Work instruction » Two lines mark the range in the entries below: the one holding "Build a gazetteer for this map image in JSON. List" and the one holding "Parse this image: labels, road". Set down those two and all lines between them, exactly.

Supplied records »
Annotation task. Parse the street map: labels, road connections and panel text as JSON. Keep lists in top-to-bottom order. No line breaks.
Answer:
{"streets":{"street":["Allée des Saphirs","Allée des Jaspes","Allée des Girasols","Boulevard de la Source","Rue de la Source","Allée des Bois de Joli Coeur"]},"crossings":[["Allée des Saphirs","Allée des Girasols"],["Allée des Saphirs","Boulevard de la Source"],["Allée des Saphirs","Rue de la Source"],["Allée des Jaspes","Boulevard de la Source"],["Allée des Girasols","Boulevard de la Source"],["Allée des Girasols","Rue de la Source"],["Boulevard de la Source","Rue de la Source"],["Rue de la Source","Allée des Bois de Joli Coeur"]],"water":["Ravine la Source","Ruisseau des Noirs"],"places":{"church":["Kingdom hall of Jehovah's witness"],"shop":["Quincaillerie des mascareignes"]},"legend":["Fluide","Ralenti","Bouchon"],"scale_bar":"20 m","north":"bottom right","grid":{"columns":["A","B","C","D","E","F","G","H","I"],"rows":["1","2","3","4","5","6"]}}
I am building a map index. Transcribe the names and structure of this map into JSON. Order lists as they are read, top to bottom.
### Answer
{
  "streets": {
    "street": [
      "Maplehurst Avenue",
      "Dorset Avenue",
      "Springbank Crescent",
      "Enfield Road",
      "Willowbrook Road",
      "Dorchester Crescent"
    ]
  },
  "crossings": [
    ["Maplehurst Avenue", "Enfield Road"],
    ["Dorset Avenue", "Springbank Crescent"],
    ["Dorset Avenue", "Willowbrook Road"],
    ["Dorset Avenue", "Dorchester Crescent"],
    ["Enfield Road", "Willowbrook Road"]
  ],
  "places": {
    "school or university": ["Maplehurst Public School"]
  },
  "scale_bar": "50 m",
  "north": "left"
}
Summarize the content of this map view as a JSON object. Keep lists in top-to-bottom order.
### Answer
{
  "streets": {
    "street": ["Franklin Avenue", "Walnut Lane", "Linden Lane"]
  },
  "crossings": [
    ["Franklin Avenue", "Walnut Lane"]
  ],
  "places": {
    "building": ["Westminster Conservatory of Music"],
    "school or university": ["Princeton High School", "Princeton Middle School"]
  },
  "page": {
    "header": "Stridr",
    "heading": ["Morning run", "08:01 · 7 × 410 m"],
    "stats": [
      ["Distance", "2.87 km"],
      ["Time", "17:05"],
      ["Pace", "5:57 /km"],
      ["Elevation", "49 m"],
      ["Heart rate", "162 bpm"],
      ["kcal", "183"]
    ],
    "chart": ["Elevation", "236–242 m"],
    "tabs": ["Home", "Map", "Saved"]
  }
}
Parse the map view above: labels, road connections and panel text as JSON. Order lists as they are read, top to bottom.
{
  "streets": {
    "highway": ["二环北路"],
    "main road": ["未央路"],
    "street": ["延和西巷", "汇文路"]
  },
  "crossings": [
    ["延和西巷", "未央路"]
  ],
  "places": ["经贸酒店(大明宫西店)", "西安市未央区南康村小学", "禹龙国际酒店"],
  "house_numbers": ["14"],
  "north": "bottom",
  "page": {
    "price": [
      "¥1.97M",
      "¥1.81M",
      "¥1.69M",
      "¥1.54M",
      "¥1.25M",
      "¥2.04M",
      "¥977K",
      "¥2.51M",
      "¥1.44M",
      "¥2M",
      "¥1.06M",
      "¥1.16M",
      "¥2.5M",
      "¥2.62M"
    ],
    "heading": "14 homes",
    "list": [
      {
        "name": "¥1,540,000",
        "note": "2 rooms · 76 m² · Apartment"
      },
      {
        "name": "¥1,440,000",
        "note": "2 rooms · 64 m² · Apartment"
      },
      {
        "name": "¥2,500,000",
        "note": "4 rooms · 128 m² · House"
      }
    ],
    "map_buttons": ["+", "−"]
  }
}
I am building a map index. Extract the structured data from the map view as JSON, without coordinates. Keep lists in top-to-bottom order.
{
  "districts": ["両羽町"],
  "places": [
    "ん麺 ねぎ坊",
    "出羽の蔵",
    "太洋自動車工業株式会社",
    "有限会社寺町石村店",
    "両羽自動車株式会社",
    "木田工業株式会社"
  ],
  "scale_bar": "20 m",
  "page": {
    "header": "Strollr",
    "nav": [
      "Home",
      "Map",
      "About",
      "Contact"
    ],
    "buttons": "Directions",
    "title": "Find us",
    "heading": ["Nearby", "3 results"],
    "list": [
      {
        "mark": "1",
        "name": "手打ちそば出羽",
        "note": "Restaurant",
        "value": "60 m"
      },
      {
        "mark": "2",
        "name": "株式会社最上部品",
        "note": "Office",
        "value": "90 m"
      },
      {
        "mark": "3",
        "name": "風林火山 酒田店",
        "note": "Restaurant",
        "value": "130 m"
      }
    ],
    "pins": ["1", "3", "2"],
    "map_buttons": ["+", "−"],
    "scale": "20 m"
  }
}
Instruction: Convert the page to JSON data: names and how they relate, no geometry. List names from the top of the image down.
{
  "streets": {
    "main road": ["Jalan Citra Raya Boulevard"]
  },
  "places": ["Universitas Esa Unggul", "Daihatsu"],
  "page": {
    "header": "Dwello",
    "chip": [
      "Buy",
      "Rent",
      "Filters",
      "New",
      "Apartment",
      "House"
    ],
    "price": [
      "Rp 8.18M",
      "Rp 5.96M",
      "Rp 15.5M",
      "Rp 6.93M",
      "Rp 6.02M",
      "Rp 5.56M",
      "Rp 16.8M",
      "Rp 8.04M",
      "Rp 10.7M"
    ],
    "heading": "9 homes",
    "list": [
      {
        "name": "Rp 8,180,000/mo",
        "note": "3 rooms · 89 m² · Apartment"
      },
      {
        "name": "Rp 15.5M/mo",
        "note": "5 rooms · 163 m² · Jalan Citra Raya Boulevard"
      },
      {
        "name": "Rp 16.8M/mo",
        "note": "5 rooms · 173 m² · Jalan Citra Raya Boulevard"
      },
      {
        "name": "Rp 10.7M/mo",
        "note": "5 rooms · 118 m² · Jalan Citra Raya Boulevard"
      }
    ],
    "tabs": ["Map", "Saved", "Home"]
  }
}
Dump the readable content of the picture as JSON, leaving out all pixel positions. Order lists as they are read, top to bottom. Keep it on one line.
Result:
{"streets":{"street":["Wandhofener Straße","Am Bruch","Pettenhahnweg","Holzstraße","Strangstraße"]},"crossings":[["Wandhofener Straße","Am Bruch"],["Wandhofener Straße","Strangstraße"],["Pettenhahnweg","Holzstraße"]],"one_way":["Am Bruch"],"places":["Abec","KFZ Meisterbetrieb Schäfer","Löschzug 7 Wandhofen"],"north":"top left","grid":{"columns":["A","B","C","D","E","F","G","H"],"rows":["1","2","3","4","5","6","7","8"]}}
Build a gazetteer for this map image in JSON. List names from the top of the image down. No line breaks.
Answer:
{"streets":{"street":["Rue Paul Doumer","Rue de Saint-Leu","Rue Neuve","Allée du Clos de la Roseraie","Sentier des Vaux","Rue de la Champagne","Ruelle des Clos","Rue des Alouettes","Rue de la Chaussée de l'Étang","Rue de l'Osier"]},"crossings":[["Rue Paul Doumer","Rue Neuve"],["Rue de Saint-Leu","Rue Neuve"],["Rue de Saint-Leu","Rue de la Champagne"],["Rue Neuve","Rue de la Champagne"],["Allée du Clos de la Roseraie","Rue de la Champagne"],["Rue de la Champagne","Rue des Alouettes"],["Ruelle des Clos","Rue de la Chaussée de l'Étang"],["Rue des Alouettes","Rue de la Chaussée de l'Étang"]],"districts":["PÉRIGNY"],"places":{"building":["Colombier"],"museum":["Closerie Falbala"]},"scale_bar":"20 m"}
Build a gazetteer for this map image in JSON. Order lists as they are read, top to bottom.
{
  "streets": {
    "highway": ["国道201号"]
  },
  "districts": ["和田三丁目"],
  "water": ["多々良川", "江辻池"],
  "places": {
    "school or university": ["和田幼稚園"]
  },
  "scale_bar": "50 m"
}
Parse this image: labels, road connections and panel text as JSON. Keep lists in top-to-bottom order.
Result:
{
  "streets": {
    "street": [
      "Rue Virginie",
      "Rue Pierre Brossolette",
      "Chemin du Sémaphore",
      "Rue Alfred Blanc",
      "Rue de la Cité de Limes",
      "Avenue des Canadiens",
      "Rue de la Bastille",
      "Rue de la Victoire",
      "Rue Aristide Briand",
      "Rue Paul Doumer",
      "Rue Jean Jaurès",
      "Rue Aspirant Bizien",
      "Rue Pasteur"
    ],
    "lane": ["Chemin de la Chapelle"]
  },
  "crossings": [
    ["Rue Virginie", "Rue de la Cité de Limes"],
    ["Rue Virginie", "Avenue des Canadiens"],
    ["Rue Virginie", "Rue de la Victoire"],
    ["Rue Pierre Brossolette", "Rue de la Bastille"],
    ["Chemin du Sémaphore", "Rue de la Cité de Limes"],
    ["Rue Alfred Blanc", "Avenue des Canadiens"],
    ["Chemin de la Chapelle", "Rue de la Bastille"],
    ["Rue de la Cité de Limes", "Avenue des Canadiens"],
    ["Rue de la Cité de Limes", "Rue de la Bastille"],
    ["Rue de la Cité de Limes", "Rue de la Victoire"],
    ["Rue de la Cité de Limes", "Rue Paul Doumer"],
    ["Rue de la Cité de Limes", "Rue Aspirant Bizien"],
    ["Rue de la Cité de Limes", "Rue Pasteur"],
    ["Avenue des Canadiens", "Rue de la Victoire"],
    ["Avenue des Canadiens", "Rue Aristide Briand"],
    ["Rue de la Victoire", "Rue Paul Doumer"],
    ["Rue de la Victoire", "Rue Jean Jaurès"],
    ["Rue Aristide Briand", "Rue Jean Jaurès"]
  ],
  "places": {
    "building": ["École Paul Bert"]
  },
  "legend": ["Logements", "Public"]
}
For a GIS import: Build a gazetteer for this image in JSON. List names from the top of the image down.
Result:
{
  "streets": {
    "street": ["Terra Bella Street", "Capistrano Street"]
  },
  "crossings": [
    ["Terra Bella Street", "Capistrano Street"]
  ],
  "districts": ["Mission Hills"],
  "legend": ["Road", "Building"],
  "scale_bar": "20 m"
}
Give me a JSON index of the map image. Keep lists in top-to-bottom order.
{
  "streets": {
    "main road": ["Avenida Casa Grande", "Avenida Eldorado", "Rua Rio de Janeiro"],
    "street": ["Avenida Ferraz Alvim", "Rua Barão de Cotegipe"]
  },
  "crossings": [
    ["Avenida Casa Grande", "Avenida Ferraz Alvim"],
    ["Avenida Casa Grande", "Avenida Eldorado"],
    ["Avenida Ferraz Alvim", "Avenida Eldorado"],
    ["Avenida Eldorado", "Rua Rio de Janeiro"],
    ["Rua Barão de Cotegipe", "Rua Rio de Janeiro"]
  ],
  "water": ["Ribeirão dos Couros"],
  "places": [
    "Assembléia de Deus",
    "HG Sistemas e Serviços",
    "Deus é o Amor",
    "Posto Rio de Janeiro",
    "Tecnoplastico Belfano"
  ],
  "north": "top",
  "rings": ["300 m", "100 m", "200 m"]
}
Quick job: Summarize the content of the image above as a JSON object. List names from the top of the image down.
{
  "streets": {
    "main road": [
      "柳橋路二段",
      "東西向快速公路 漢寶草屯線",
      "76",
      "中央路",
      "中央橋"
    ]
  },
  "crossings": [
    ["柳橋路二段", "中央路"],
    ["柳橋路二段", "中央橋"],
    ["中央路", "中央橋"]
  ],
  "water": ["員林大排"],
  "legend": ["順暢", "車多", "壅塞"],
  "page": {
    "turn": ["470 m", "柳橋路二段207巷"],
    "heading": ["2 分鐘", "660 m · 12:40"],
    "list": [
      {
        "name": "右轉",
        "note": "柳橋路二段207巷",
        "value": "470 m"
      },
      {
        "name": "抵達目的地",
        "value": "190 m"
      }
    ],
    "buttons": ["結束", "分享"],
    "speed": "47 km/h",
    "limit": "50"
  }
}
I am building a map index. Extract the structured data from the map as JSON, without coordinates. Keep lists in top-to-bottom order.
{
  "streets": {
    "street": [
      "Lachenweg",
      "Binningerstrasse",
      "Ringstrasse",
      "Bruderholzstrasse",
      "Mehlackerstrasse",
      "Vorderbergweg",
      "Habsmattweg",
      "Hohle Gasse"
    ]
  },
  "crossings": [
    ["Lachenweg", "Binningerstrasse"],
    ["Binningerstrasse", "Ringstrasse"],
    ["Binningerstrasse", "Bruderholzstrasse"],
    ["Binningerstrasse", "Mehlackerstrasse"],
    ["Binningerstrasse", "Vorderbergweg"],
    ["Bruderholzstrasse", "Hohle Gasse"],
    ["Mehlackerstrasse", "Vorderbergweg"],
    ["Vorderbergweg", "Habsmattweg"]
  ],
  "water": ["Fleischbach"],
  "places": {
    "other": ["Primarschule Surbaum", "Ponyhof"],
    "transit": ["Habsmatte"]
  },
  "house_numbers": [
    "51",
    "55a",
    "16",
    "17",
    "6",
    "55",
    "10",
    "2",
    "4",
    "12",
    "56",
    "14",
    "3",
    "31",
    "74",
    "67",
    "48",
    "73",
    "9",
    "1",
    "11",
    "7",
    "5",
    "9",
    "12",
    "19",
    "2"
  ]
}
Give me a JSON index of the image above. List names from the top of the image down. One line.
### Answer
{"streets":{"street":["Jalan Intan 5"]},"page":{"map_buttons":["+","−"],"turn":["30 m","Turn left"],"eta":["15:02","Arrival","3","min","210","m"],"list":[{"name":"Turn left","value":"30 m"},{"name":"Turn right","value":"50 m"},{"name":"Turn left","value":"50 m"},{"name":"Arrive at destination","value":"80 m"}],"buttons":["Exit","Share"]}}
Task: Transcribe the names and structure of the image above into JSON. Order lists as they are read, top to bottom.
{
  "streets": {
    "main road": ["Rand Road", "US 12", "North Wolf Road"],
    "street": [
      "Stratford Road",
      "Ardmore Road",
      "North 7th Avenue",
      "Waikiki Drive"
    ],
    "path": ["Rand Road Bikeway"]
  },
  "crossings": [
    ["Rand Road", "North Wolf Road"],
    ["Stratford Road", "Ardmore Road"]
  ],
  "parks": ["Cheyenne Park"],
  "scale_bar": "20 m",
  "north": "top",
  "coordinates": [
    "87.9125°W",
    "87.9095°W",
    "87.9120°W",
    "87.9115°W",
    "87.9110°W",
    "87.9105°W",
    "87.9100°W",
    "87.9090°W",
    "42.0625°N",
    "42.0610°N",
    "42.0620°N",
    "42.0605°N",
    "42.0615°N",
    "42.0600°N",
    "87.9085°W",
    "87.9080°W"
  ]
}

Written response »
Build a gazetteer for this map image in JSON. List names from the top of the image down. No line breaks.
Answer:
{"streets":{"street":["Rue Paul Doumer","Rue de Saint-Leu","Rue Neuve","Allée du Clos de la Roseraie","Sentier des Vaux","Rue de la Champagne","Ruelle des Clos","Rue des Alouettes","Rue de la Chaussée de l'Étang","Rue de l'Osier"]},"crossings":[["Rue Paul Doumer","Rue Neuve"],["Rue de Saint-Leu","Rue Neuve"],["Rue de Saint-Leu","Rue de la Champagne"],["Rue Neuve","Rue de la Champagne"],["Allée du Clos de la Roseraie","Rue de la Champagne"],["Rue de la Champagne","Rue des Alouettes"],["Ruelle des Clos","Rue de la Chaussée de l'Étang"],["Rue des Alouettes","Rue de la Chaussée de l'Étang"]],"districts":["PÉRIGNY"],"places":{"building":["Colombier"],"museum":["Closerie Falbala"]},"scale_bar":"20 m"}
Build a gazetteer for this map image in JSON. Order lists as they are read, top to bottom.
{
  "streets": {
    "highway": ["国道201号"]
  },
  "districts": ["和田三丁目"],
  "water": ["多々良川", "江辻池"],
  "places": {
    "school or university": ["和田幼稚園"]
  },
  "scale_bar": "50 m"
}
Parse this image: labels, road connections and panel text as JSON. Keep lists in top-to-bottom order.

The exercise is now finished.